SUL DOSSIER MIGRANTI tra i due leader non sono mancati punti di convergenza anche se restano le differenze. Scholz ha riconosciuto gli sforzi dell’Italia nella gestione degli sbarchi e convenuto che non si può lasciare Roma da sola ad affrontare l’emergenza. Ma ha anche ricordato riferendosi forse proprio all’Italia, come «scaricare i problemi sugli altri e puntare l’indice è una strategia destinata a fallire». Ribadendo la necessità di maggiori controlli che limitino i movimenti secondari, gli spostamenti di quanti, dopo essere sbarcati, si dirigono verso il Nord Europa.

«Nonostante la Germania non abbia frontiere esterne dell’Ue l’anno scorso abbiamo accolto un milione di ucraini e 240 mila migranti da altri Paesi, di cui l’80% non registrati» ha ricordato il cancelliere. Prima della replica della premier: «Il tema dei movimenti secondari si gestisce gestendo i movimenti primari.
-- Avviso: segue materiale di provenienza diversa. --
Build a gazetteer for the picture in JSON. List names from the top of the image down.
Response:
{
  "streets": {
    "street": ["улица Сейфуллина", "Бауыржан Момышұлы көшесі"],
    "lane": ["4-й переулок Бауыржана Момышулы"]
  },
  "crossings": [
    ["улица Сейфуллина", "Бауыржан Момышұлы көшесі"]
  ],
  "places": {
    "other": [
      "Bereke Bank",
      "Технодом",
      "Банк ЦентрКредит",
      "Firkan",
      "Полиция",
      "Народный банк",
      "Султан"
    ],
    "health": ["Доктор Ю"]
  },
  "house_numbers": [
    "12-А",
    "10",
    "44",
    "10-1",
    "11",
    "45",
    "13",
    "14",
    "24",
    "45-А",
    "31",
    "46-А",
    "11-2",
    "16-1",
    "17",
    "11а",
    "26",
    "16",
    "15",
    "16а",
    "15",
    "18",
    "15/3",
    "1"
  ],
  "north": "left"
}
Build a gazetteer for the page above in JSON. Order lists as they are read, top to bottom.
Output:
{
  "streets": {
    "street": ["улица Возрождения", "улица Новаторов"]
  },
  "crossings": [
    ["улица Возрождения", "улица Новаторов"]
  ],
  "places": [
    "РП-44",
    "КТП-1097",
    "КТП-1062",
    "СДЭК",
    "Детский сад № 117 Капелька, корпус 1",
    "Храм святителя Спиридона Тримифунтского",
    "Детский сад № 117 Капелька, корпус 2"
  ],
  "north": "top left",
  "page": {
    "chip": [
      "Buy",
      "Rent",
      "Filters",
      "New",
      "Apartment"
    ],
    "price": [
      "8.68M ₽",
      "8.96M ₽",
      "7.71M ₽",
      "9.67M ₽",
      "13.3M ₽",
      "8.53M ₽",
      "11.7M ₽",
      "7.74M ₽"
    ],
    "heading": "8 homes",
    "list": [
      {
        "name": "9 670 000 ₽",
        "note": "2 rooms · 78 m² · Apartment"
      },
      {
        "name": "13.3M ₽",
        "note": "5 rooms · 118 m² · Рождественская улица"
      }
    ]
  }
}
Il punto è difendere i confini, combattere la tratta, coinvolgere i Paesi d’origine con cooperazione seria, investimenti e difendendo il diritto a non dover migrare». Tutti punti sui quali Scholz si è detto d’accordo, a partire dalla necessità di lavorare insieme per evitare l’ulteriore aggravarsi della crisi in Tunisia, paese dove Meloni volerà, per la seconda volta in pochi giorni, domenica prossima con la presidente della Commissione Ue Ursula von der Leyen.